WHAT IS BEING ASKED: Only lines containing the word "turn" belong in the answer; copy each one from the records.

(Stored data entries)
═══
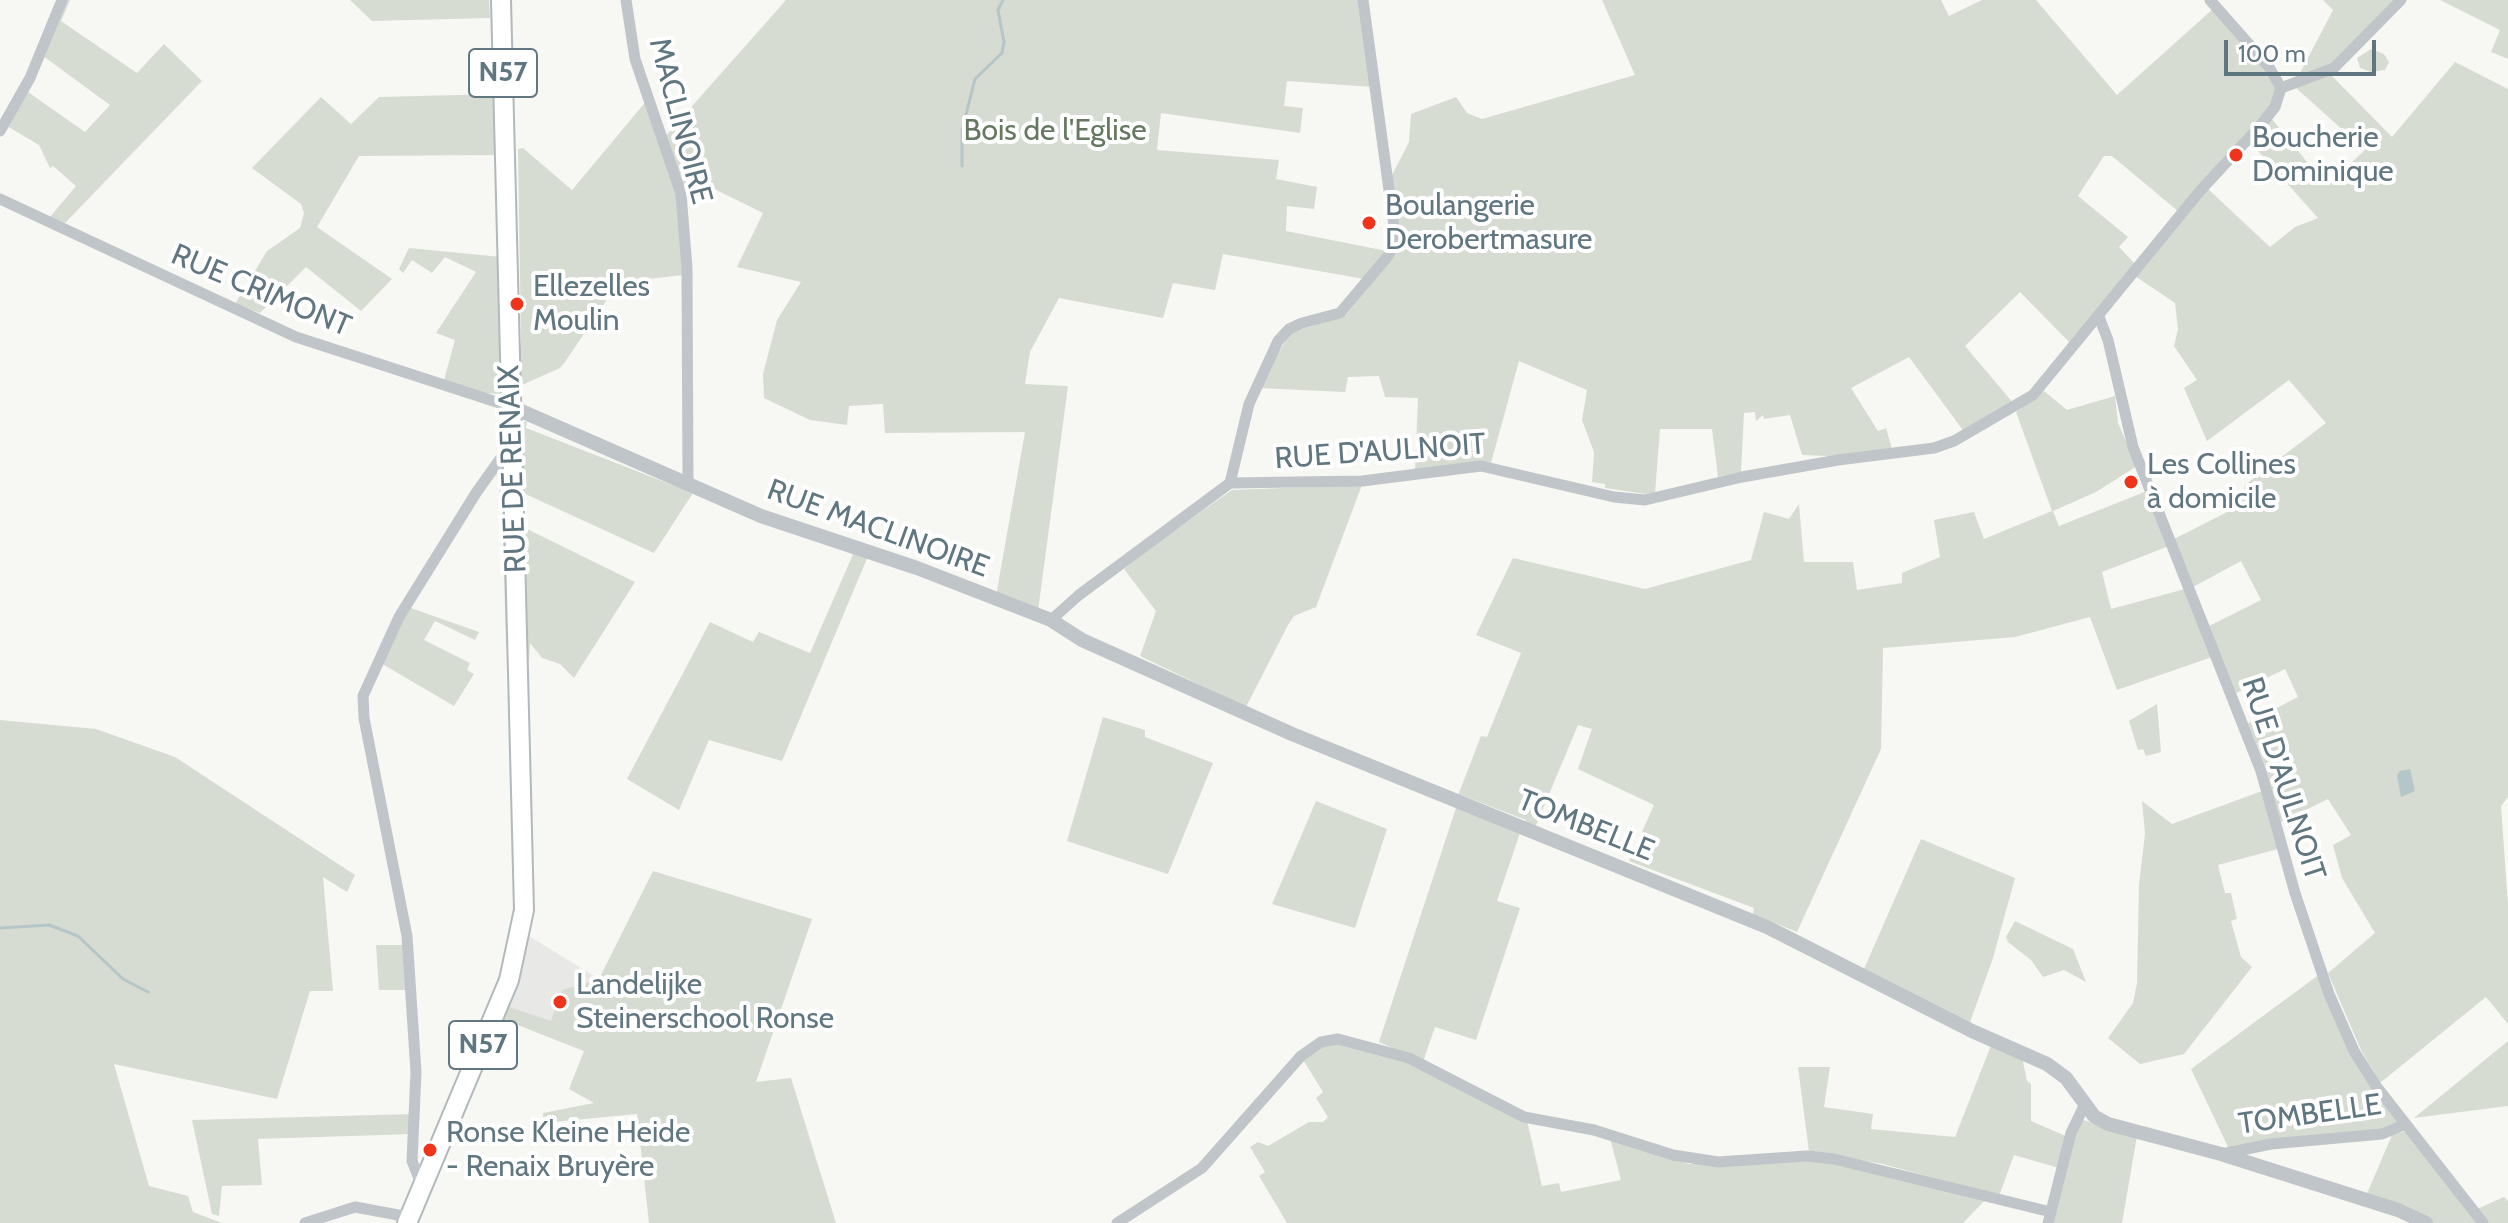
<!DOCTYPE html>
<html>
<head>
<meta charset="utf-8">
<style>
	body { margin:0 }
	#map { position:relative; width:2508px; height:1223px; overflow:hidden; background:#f7f7f3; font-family:Cabin,sans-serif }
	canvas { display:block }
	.scale { position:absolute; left:2224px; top:40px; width:152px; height:36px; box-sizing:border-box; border:4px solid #607681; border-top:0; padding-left:10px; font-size:24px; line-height:28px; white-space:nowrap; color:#607681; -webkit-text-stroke:6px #fff; paint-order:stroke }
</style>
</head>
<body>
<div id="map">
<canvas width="2508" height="1223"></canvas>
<div class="scale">100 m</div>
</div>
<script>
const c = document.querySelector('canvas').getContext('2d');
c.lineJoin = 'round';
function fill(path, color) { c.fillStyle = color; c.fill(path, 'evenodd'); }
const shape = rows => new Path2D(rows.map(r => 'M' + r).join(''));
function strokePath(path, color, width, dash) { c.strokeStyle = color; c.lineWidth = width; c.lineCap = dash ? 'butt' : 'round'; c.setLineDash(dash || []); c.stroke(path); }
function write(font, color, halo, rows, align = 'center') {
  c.font = font + ' Cabin,sans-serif'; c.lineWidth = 8; c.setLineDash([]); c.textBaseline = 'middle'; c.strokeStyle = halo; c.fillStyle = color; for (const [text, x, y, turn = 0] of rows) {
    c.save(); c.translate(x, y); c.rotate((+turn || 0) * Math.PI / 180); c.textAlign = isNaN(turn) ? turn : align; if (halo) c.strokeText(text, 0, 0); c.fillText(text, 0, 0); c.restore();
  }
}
fill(shape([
	[529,936,599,979,618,1065,503,1019]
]), '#e8e8e7');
fill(shape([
	[66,0,70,0,61,21,137,73,164,44,202,81,65,223,50,217,76,186,53,166,50,168,39,145,7,126,28,92,85,132,110,105,43,56],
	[350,0,489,0,490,18,372,21],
	[786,0,1361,0,1373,87,1287,81,1284,106,1303,108,1300,133,1161,113,1157,150,1279,160,1276,179,1317,187,1314,209,1287,206,1286,231,1387,251,1364,279,1223,254,1215,290,1173,283,1163,318,1059,298,1030,352,1025,384,1068,386,1038,611,996,596,1025,432,885,433,883,404,849,406,847,425,810,420,764,398,763,374,777,320,801,282,737,267,763,213,692,178,681,192,663,139],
	[1602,0,1941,0,1949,16,1982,0,2036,0,2117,95,2214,8,2263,65,2275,86,2275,94,2272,105,2179,212,2112,156,2104,156,2078,196,2128,237,2119,247,2136,265,2071,344,2020,292,1965,346,2014,404,1965,433,1909,357,1851,388,1878,431,1886,428,1892,449,1828,456,1802,455,1790,415,1764,419,1763,415,1756,421,1755,412,1744,413,1741,472,1718,477,1712,429,1660,429,1655,493,1646,494,1605,488,1605,484,1592,482,1594,452,1582,420,1587,390,1519,361,1491,463,1415,472,1418,398,1385,397,1379,376,1348,377,1345,392,1258,388,1290,333,1346,315,1400,248,1390,179,1409,142,1411,114,1456,97,1467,113,1482,119,1635,75],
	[2323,0,2398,0,2337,63,2297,79,2333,10],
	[2440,0,2508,0,2508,59,2491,52,2500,30],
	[2371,49,2384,54,2389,62,2385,70,2371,72,2360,68,2357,58],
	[2455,62,2508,89,2508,797,2501,806,2508,905,2508,1024,2486,997,2380,1083,2361,1050,2328,973,2375,933,2342,878,2333,845,2351,835,2328,799,2279,823,2267,770,2248,723,2298,697,2285,669,2236,693,2209,626,2261,600,2241,561,2193,587,2174,539,2237,507,2245,485,2326,423,2289,380,2207,441,2184,388,2197,380,2174,346,2178,329,2175,303,2135,276,2207,188,2270,247,2295,227,2318,218,2250,142,2271,118,2321,179,2330,182,2365,150,2295,87,2330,74,2392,137],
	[496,94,498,155,359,156,317,227,392,279,361,311,306,267,260,313,235,304,267,251,300,228,304,213,301,204,252,168,321,97,351,124,379,97],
	[648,99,677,192,683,275,606,284,606,301,565,362,560,368,522,385,521,403,516,346,521,345,518,149,523,148,572,190],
	[409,248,501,257,500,377,504,389,501,394,485,393,444,380,455,340,436,333,476,272,445,257,432,273,412,260,403,273,399,269],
	[2044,391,2067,410,2115,396,2118,423,2137,466,2096,492,2053,511,2059,526,2147,491,2169,546,2102,572,2111,609,2185,589,2212,657,2117,690,2090,617,2015,637,1883,648,1881,749,1797,932,1753,914,1754,908,1629,861,1654,805,1578,769,1592,729,1578,725,1534,830,1524,826,1526,820,1461,795,1457,798,1481,736,1487,737,1521,653,1476,635,1513,558,1645,589,1751,560,1764,512,1789,519,1799,504,1804,562,1853,562,1857,590,1902,583,1902,573,1940,557,1934,520,1974,512,1984,539,2052,511,2016,412],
	[527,421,526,428,693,493,654,553,521,492,520,423],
	[505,461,510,647,506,645,502,504,496,472],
	[1362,485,1316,607,1294,616,1288,625,1246,707,1140,656,1156,611,1124,569,1147,550,1232,490],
	[527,529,635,582,574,678,560,664,542,658,530,643,529,660,525,663,522,532,526,534],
	[854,552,868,556,782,761,709,740,679,810,627,779,710,622,753,642,759,632,810,653],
	[408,607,479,632,475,640,435,621,424,640,470,663,467,670,474,674,454,706,379,662],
	[2157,704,2161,752,2146,756,2143,749,2138,750,2129,721],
	[1103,717,1145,730,1145,737,1213,763,1168,874,1067,841],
	[0,720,96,729,175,757,355,875,347,892,323,877,333,991,310,991,277,1099,114,1064,149,1186,188,1196,193,1212,222,1223,0,1223],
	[2262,791,2278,849,2218,865,2225,893,2231,893,2237,919,2231,921,2241,957,2252,967,2184,1054,2140,1064,2108,1038,2133,1003,2137,983,2139,884,2145,834,2142,801,2172,824],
	[1316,801,1387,829,1355,928,1272,904],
	[1457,805,1521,830,1497,901,1520,908,1476,1040,1435,1027,1423,1062,1379,1042],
	[1921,839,2015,878,1993,958,1969,1025,1864,969],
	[653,871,812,919,756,1082,791,1078,836,1223,649,1223,637,1114,543,1123,543,1113,594,1103,569,1089,584,1051,503,1019,509,1007,551,1021,562,990,599,979],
	[2015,921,2073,949,2086,982,2064,970,2043,977,2031,960,2008,942,2006,937],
	[376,945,404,945,407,990,379,990],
	[2320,974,2325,991,2399,1120,2390,1129,2229,1149,2191,1069],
	[2508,1041,2508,1106,2414,1118],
	[1329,1042,1385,1051,1527,1120,1542,1186,1559,1183,1561,1192,1621,1180,1610,1138,1688,1164,1830,1161,1988,1197,1963,1223,1287,1223,1259,1176,1265,1172,1250,1147,1258,1142,1268,1146,1309,1122,1323,1122,1328,1117,1316,1098,1323,1092,1302,1058],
	[1992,1043,2022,1057,2027,1081,2031,1084,2031,1121,2068,1137,2059,1168,2014,1155,1999,1196,1883,1164,1809,1152,1798,1067,1830,1067,1824,1107,1873,1114,1871,1129,1955,1137],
	[413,1114,412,1134,258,1139,262,1185,222,1186,219,1216,212,1214,192,1120],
	[2083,1120,2137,1136,2122,1223,2051,1223,2071,1142],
	[2406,1131,2480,1223,2432,1223,2366,1196,2392,1135],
	[2504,1197,2508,1201,2508,1223,2485,1223,2477,1209]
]), '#d7dcd2');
fill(shape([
	[2410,769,2415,791,2401,797,2397,776,2400,771]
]), '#b5c6c8');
strokePath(shape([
	[962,166,962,130,975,79,1002,53,1004,42,998,10,1003,0],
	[0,928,49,925,78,936,123,979,148,992]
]), '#b5c6c8', 3);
const primary = shape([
	[407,1223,509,980,524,910,501,0]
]);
strokePath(primary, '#b2b9bc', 22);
strokePath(shape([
	[626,0,635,59,681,194,687,268,688,483],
	[2210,0,2269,67,2281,88],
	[2281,88,2334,68,2401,0],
	[0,131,30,78,62,0],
	[0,199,296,337,512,407],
	[2099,317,2108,340,2133,447,2261,771,2295,893,2329,994,2354,1051,2376,1086,2483,1223],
	[1230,483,1249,404,1278,341,1289,329,1302,323,1340,313,1388,256,1396,241,1363,0],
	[1051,620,1079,595,1230,483,1362,481,1481,466,1614,497,1645,500,1742,477,1838,460,1934,448,1954,441,2033,395,2200,191,2260,126,2275,107,2281,88],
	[2222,1154,2271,1144,2382,1134,2406,1124],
	[422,1186,412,1161,416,1072,407,936,364,718,363,696,399,617,476,493,503,455,513,449],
	[305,1223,355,1207,409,1217],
	[1117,1223,1202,1168,1301,1056,1321,1042,1338,1039,1409,1058,1524,1117,1594,1130,1673,1155,1718,1162,1807,1156,1834,1159,2051,1212],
	[2048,1223,2071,1133,2085,1104]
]), '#bfc5c8', 11);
strokePath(shape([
	[512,407,761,516,917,568,1051,620,1082,640,1292,734,1767,927,1972,1031,2047,1064,2066,1078,2094,1116,2108,1124,2221,1154,2398,1210,2426,1223]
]), '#bfc5c8', 14);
strokePath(primary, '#fff', 18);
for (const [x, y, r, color] of [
	[2236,155,8,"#ee351c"],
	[1369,223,8,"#ee351c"],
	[517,304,8,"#ee351c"],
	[2131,482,8,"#ee351c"],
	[560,1002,8,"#ee351c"],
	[430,1150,8,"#ee351c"]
]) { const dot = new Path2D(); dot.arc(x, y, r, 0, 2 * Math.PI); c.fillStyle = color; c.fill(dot); strokePath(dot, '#fff', 3); }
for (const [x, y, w] of [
	[503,73,68],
	[483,1045,68]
]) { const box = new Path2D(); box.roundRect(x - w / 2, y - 24, w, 48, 6); c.fillStyle = '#fff'; c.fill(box); strokePath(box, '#607681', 2); }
write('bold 28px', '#607681', null, [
	["N57",503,73],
	["N57",483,1045]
]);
write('30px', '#607681', '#fff', [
	["MACLINOIRE",680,121,75],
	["RUE CRIMONT",261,291,23],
	["RUE D'AULNOIT",1380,452,-4],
	["RUE DE RENAIX",513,469,-92],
	["RUE MACLINOIRE",878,529,20],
	["RUE D'AULNOIT",2283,779,72],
	["TOMBELLE",1586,826,22],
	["TOMBELLE",2310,1115,-8]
]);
write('30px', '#66785f', '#fff', [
	["Bois de l'Eglise",1055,131]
]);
write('30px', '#607681', '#fff', [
	["Boucherie",2252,138],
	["Dominique",2252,172],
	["Boulangerie",1385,206],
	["Derobertmasure",1385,240],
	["Ellezelles",533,287],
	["Moulin",533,321],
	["Les Collines",2147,465],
	["à domicile",2147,499],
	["Landelijke",576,985],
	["Steinerschool Ronse",576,1019],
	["Ronse Kleine Heide",446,1133],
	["- Renaix Bruyère",446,1167]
], 'left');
</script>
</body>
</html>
═══
TASK RESULT:
  c.font = font + ' Cabin,sans-serif'; c.lineWidth = 8; c.setLineDash([]); c.textBaseline = 'middle'; c.strokeStyle = halo; c.fillStyle = color; for (const [text, x, y, turn = 0] of rows) {
    c.save(); c.translate(x, y); c.rotate((+turn || 0) * Math.PI / 180); c.textAlign = isNaN(turn) ? turn : align; if (halo) c.strokeText(text, 0, 0); c.fillText(text, 0, 0); c.restore();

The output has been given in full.